Tuesday, September 02, 2008

Why Obama Reps for US

So what does it mean to have a hip-hop president?
That's the question now that Barack Obama has secured the Democtrat Presidential nomination. Music publications like Vibe and Rolling Stone have been quick to drop the "hip-hop president" label on the newly minted nominee, but carrying the label isn't as cut and dry as it might seem.
The obvious entry point for Obama's criteria as a hip-hop presz is race. But being the first black presidential candidate doesn't automatically endear you to the hip-hop nation. I doubt rappers would have referenced Colin Powell or Condoleeza Rice had they emerged as presidential or vide presidential nominees.
Obama's status as the hip-hop president is in large part hype. Believe that. No one can be all-encompassing in the eyes of hip-hop heads and maintain any measure of authority. Hip-hop, like punk and folk and blues, is grossly anti-authoritarian, sometimes to a dubious fault. To some degree, Obama might be better off avoiding the tag altogether.
But hip-hip is youth culture, and more often than not, relevant youth culture. It's still the heartbeat of the hood, despite the regression of artistic merit and record sales. The bass bumping out of passing car windows is still a hip-hop rhythm, a modern-day smoke signal relaying the word or rhyme of the day.
Hip-hop is still a harbinger for political controversy. Don't believe me? Think about it: who does Bill O'Reilly choose to pick on when he wants to reach a younger demo?
Rappers like Nas, Ludacris and Cam'ron have all been caught in the conservative pundit's crosspins, partly because they make themselves easy targets, but also because Republicans need them like police departments and prisons need crime. It's an industry of contempt.
As long as rappers detail systematic social ills with sometimes vile, vulgar content, pie hole pundits like O'Reilly will always have fodder.

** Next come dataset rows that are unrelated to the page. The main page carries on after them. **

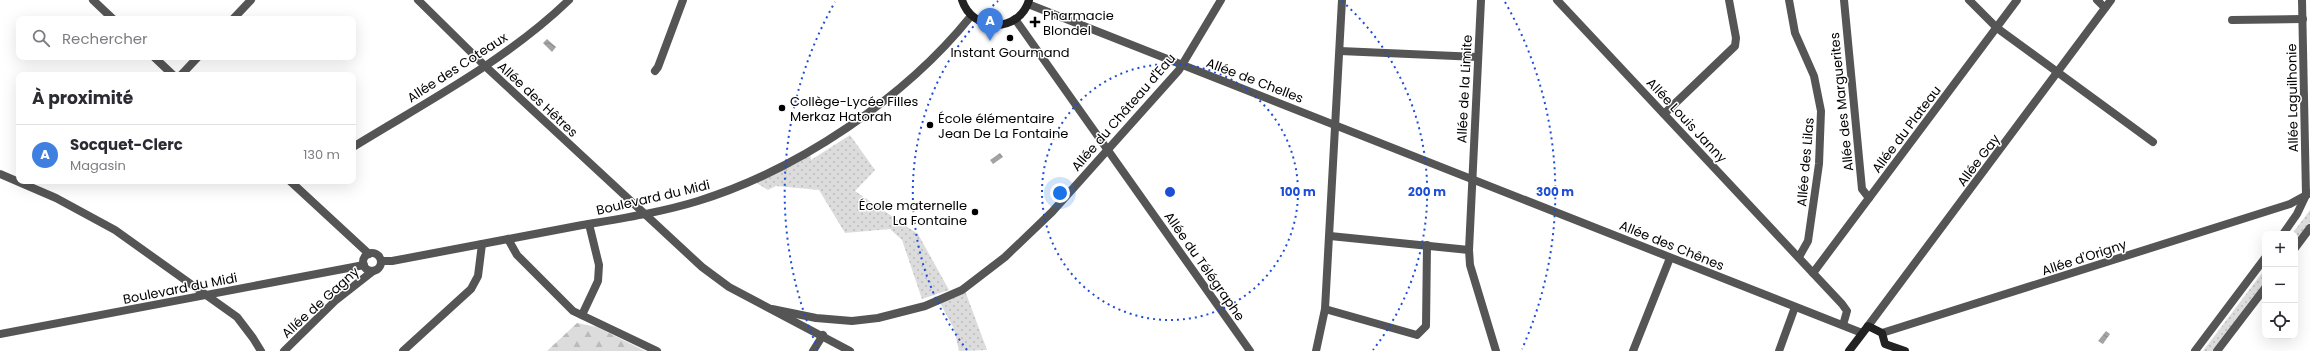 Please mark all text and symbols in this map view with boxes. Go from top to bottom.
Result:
place label: Pharmacie Blondel [1043,6,1114,40]
pin: A [977,8,1003,41]
search box [16,16,356,60]
marker: Pharmacie Blondel [1030,17,1040,27]
icon: search [30,27,52,49]
street label: Allée des Coteaux [403,27,512,107]
text: Rechercher [62,28,148,49]
street label: Allée des Marguerites [1825,31,1858,172]
marker: Instant Gourmand [1005,33,1015,43]
street label: Allée de la Limite [1452,34,1477,144]
place label: Instant Gourmand [950,43,1070,62]
street label: Allée Laguilhonie [2282,43,2303,153]
street label: Allée du Château d'Eau [1067,49,1180,175]
street label: Allée de Chelles [1203,53,1306,108]
street label: Allée des Hêtres [493,57,582,142]
street label: Allée Louis Janny [1642,74,1732,168]
street label: Allée du Plateau [1867,82,1946,177]
text: À proximité [32,86,133,110]
place label: Collège-Lycée Filles Merkaz Hatorah [790,92,918,126]
marker: Collège-Lycée Filles Merkaz Hatorah [777,103,787,113]
place label: École élémentaire Jean De La Fontaine [938,109,1068,143]
street label: Allée des Lilas [1792,116,1819,207]
marker: École élémentaire Jean De La Fontaine [925,120,935,130]
street label: Allée Gay [1952,130,2005,190]
text: Socquet-Clerc [70,134,183,155]
text: A [40,145,50,164]
text: 130 m [303,145,340,164]
text: Magasin [70,156,126,175]
street label: Boulevard du Midi [594,175,712,220]
your location [1050,183,1070,203]
text: 100 m [1280,183,1316,200]
text: 200 m [1408,183,1446,200]
text: 300 m [1536,183,1574,200]
centre of rings [1163,185,1177,199]
place label: École maternelle La Fontaine [859,196,967,230]
marker: École maternelle La Fontaine [970,207,980,217]
street label: Allée du Télégraphe [1160,208,1249,325]
street label: Allée des Chênes [1617,216,1727,275]
map controls [2262,231,2298,339]
button: + [2262,231,2298,267]
street label: Allée d'Origny [2039,235,2130,280]
street label: Allée de Gagny [277,262,364,342]
button: − [2262,267,2298,303]
street label: Boulevard du Midi [121,268,239,309]
button: locate [2262,303,2298,339]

With a hip-hop president, well, that must have the O'Reilly's of the world champing at the bit. It's like when political comics hope the dumb candidate wins office just so they can have more material to mine.
Despite the media tag, Obama has wisely kept the hip-hop lobby at arms length during his campaign. Sure, he might mug it up with Russell Simmons or talk about the Jay-Z album collection bumping in his iPod, but he knows too much can hurt his chances.
He publicly denounced Ludacris for a song the Atlanta rapper released promoting Obama's campaign earlier this year. The offensive lyrics and grade-school insults would have been easy targets for the Republican campaign.
That's where the hip-hop prez tag can lead to undoing.
Like it or not, Obama is the first presidential candidate endorsed by the hip-hop nation. His combination of race, youth, energy and swagger have endeared him to the hip-hop community.
It's crazy to think that we'll have someone for us, by us, representing as the most powerful man in the world.